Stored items
****************
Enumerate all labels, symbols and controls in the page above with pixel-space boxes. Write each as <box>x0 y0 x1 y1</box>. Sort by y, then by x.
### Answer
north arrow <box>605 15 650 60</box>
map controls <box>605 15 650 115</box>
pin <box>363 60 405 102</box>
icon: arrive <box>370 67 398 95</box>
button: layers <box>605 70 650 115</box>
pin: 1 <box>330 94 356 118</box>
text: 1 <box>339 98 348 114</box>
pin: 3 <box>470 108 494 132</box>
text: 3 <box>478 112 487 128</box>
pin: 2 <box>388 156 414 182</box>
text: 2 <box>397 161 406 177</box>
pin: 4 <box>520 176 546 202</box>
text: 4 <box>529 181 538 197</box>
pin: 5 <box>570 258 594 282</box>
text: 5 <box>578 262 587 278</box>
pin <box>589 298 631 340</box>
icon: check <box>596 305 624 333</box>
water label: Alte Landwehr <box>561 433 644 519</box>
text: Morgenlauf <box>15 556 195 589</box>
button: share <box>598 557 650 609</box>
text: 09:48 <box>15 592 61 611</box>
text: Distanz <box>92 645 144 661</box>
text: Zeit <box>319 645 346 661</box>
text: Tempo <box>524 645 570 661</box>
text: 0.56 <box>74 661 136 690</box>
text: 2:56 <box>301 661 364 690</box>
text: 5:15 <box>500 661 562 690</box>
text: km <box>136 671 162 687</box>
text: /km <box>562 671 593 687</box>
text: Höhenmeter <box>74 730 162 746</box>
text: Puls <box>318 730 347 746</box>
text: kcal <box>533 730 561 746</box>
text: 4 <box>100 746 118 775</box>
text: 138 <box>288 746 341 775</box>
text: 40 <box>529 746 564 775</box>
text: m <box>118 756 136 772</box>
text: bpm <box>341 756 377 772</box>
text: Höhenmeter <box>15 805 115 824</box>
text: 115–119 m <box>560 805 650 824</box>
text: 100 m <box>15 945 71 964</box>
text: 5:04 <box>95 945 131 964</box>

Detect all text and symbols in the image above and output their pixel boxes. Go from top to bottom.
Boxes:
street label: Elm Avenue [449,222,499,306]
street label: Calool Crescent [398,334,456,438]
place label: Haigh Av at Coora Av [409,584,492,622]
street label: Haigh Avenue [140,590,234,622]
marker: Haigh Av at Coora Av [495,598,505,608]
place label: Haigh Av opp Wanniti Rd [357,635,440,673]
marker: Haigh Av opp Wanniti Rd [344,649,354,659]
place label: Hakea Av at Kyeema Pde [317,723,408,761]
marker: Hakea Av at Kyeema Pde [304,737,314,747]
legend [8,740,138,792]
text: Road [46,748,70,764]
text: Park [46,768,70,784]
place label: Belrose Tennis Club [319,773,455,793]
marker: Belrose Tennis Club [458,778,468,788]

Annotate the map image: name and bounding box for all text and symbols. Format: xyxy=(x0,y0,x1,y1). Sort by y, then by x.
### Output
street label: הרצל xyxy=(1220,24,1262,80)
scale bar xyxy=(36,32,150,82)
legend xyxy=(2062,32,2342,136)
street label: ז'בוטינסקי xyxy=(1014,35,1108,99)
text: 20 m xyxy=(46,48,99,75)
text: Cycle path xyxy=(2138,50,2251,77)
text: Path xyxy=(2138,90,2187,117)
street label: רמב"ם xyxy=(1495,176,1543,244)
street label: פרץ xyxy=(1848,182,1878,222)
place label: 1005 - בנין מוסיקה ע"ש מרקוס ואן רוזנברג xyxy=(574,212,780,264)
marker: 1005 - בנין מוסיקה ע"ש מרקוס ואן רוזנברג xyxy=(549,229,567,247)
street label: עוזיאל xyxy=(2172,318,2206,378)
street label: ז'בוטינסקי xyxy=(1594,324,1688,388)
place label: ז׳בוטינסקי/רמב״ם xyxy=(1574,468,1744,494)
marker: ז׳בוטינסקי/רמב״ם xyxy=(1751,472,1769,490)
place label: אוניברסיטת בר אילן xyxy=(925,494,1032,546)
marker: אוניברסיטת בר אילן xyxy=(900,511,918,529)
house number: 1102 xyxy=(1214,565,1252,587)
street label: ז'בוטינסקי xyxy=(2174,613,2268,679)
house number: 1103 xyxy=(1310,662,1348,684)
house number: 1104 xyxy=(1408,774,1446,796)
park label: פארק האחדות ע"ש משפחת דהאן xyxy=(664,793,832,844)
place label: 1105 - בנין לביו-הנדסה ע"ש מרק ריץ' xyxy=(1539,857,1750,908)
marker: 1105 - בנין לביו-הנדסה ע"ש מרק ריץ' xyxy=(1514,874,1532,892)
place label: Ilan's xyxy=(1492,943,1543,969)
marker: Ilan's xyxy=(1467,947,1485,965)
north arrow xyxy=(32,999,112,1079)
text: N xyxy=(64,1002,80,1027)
****************
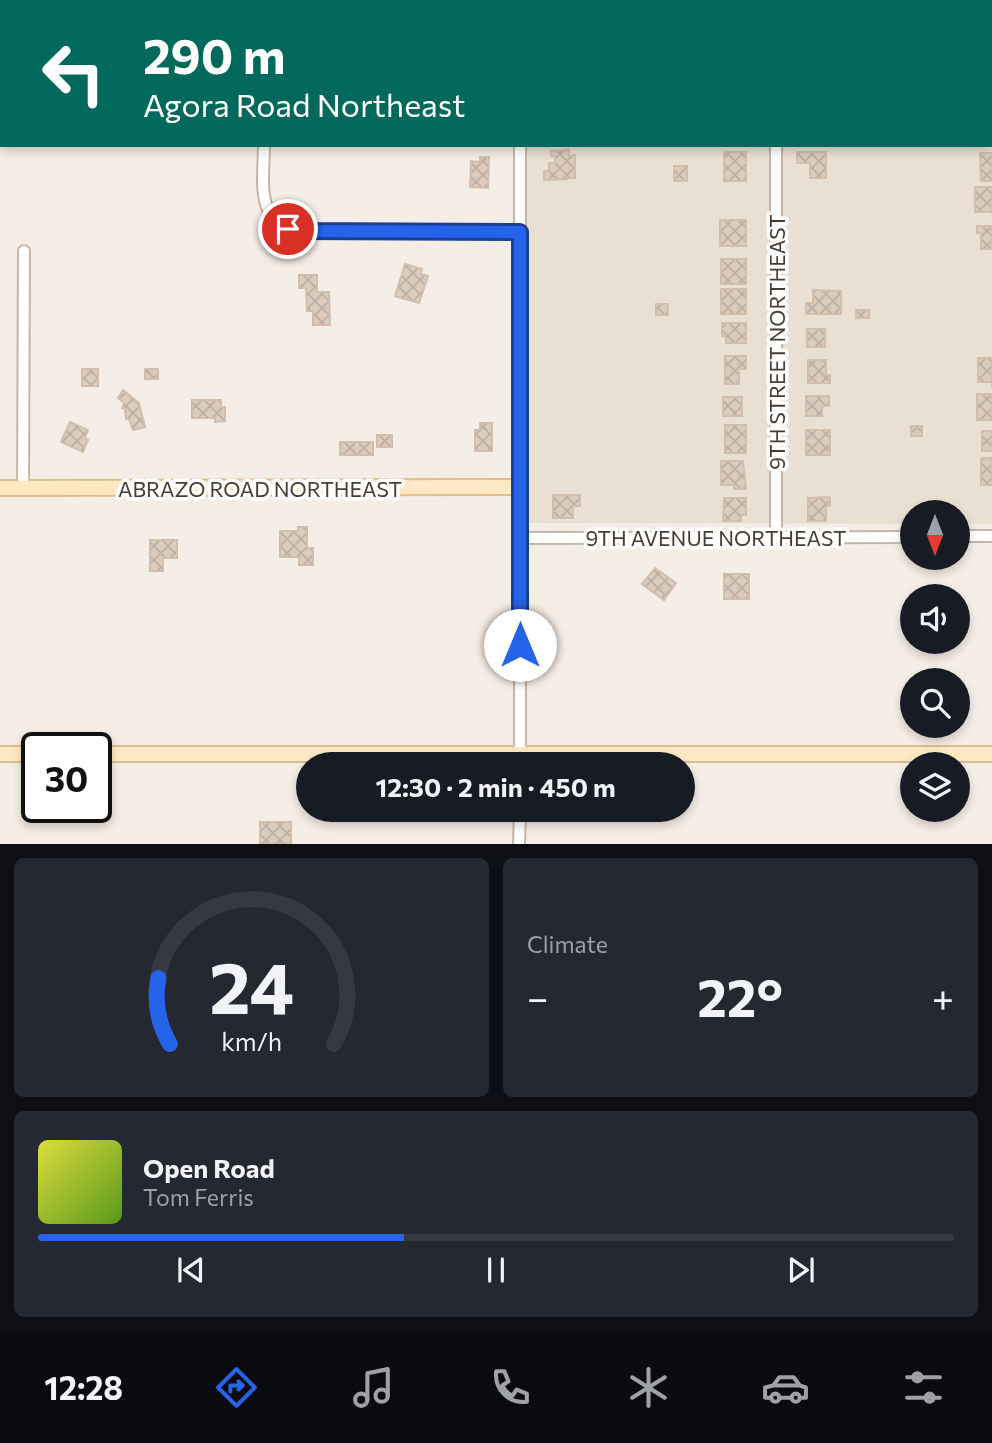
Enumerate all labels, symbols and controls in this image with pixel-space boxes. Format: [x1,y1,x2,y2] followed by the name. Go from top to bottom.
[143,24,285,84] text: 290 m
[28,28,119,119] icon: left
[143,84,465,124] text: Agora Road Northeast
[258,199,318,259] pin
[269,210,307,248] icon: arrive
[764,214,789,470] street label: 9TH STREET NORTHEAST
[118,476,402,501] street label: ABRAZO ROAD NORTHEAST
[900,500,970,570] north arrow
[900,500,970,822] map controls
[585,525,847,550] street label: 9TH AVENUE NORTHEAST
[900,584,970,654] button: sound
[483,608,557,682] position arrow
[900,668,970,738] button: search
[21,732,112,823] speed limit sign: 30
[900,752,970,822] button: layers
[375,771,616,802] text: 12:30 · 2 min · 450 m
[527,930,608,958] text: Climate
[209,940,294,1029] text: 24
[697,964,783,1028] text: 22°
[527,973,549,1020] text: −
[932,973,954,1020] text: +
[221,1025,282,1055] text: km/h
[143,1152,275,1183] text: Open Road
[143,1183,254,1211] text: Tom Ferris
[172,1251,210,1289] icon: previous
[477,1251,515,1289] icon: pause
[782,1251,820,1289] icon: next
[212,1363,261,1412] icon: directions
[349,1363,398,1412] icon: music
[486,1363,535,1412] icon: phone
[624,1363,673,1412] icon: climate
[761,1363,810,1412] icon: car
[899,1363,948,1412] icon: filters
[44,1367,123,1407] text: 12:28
****************
> **WHAT YOU NEED TO DO**:
The answer must consist of every line in the records above that contains the word "image".

> **SOLUTION**:
Detect all text and symbols in the image above and output their pixel boxes. Go from top to bottom.
Annotate the map image: name and bounding box for all text and symbols. Format: xyxy=(x0,y0,x1,y1). Sort by y, then by x.
Enumerate all labels, symbols and controls in this image with pixel-space boxes. Format: [x1,y1,x2,y2] followed by the name. Go from top to bottom.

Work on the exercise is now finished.